/data-512-homework_1

Primary LanguageJupyter NotebookOtherNOASSERTION

Project Goal

The objective of this project is to track, from 2015 to 2023, the pageview traffic of a sample of Wikipedia articles pertaining to Academy Award-winning films. The research seeks to produce three unique datasets: monthly access from mobile devices, monthly access from desktop computers, and monthly cumulative pageviews.

Data Sources

  • Wikipedia Pageviews Data: This project relies on the Wikimedia Foundation REST API to access pageview data for Wikipedia articles. The data spans from July 2015 through the previous complete month.

Data Processing and Analysis

Data collection, data processing, and dataset development are some of the major processes in the project:

  1. Data Acquisition: The project retrieves pageview counts for particular Wikipedia articles using the Pageviews API.

  2. Data Processing: The retrieved data is grouped into time series representing monthly pageview activity after being processed.

  3. Dataset Creation: There are three datasets produced:

    • Monthly Mobile Access: Pageviews from mobile apps and mobile web combined.
    • Monthly Desktop Access: Desktop pageviews.
    • Monthly Cumulative: The total of each article's desktop and mobile traffic.

Documentation

The project follows the recommended procedures for replication and documentation:

  • Jupyter Notebook(s): Detailed explanations of the steps involved in data collection, processing, and analysis.

  • README File (this file): Gives a general description of the project, outlining its objectives, data sources, data processing procedures, and reproducibility standards.

  • LICENSE File: This file contains the code's MIT LICENSE, which guarantees that it can be used freely.

License

This project is open-source and follows the MIT License.
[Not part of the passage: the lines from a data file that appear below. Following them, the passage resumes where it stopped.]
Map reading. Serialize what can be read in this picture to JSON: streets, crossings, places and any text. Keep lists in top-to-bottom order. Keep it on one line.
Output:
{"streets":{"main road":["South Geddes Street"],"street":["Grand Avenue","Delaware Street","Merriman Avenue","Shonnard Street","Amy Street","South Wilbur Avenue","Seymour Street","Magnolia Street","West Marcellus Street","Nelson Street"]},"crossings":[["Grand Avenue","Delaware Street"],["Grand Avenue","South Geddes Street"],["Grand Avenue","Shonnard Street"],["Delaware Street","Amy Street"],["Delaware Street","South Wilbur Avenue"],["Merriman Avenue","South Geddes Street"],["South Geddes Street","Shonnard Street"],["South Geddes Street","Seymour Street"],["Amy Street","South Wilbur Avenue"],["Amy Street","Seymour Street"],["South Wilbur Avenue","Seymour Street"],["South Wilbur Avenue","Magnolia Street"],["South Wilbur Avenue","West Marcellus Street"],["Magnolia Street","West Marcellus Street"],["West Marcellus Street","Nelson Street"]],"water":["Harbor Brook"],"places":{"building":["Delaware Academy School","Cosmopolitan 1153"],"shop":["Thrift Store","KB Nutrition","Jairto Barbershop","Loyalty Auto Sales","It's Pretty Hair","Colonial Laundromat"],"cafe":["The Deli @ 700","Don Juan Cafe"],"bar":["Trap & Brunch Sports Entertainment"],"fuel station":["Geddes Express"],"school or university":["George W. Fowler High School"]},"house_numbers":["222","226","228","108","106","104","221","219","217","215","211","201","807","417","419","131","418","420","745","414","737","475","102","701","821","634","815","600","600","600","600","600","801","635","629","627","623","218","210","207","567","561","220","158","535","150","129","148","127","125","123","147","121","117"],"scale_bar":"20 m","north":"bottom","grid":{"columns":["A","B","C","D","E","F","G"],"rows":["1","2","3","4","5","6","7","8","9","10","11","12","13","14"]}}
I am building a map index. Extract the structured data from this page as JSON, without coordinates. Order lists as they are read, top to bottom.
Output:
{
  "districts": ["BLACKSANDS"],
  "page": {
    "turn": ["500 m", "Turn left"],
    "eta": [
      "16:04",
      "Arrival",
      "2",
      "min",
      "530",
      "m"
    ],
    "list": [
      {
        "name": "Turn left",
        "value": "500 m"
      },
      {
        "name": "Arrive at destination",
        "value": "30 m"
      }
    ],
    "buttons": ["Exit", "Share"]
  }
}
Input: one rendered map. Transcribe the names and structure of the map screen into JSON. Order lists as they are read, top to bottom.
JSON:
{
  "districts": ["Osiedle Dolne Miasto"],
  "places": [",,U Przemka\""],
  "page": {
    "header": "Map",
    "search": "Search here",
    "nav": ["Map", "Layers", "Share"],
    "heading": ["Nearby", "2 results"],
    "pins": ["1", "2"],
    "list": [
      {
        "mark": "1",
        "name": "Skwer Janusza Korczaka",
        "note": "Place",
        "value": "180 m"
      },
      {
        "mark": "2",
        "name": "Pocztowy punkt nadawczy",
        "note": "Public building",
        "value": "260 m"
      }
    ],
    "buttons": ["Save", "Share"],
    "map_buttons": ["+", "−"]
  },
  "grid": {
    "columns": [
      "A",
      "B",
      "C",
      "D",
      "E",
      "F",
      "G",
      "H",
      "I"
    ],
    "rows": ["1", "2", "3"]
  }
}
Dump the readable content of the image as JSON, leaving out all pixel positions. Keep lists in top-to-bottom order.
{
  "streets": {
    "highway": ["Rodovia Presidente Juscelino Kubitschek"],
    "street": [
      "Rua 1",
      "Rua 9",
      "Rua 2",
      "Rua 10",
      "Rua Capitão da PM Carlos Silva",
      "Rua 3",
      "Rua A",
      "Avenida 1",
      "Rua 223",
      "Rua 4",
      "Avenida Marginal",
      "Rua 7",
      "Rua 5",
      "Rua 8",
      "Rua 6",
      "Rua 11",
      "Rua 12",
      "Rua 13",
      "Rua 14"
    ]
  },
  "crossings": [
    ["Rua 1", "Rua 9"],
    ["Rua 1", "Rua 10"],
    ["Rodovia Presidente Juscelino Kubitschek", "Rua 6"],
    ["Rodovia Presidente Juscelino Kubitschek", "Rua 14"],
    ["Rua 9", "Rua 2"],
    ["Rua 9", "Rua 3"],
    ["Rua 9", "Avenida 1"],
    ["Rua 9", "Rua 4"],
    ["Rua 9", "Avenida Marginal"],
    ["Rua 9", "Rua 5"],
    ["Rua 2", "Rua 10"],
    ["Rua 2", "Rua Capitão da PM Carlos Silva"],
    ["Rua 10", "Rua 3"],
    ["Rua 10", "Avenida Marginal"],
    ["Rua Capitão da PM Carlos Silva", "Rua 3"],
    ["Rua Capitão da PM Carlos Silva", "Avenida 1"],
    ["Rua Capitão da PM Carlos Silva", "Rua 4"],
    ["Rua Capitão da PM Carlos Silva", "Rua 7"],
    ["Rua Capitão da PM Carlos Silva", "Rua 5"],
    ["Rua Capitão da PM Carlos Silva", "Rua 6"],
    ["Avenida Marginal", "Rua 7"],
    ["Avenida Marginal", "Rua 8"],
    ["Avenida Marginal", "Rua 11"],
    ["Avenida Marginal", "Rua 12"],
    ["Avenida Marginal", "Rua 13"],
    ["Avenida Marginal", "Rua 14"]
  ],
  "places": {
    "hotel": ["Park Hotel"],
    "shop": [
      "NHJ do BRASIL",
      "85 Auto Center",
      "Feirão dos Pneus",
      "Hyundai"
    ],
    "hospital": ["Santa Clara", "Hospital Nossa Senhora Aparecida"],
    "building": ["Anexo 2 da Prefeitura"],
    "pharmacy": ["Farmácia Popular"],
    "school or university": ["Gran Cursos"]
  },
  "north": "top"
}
You are free to use and modify the code following the terms of the MIT License.

API Documentation

Known Issues

  • One article (Victor/Victoria) returning 404 API response, meaning the URL is not found.
  • Please contact the data owner listed in the source if you have any problems with a particular API related to any of the articles.

Output Files

  • The project generates three JSON files:
    • academy_monthly_mobile_201507-202312.json: Monthly mobile access data.
    • academy_monthly_desktop_201507-202312.json: Monthly desktop access data.
    • academy_monthly_cumulative_201507-202312.json: Monthly cumulative data.

Please refer to each file for detailed data on Wikipedia pageviews.

Analysis Steps

  1. Data collection: Python code was used to get data from the Pageviews API.
  2. Data processing: To determine average pageviews, identify articles with the highest and lowest pageview totals, and locate articles with the fewest months of data, the obtained data was processed.
  3. Data Visualization: To display the findings of the investigation, three graphs were made:
    • Maximum and Minimum Average Page Requests
    • Top 10 Peak Page Views
    • Articles with Fewest Months of Data
  4. Interpretation: To glean insights from the data, the analysis's findings were interpreted.

Reproducing the Analysis

To reproduce this analysis, you can perform the following steps:

  1. Clone this repository to your local machine
  2. Verify that Python is installed and that the necessary libraries (pandas, matplotlib, json, requests, tqdm) are installed
  3. Run data_acquisition.ipynb in Jupyter Notebook to create all the necessary JSONs
  4. Use data_visualization.ipynb from Jupyter Notebook to create all of the graphs, which will be saved in the parent folder
  5. Examine charts

Note: For additional details and code implementation, please refer to the provided Jupyter Notebook(s).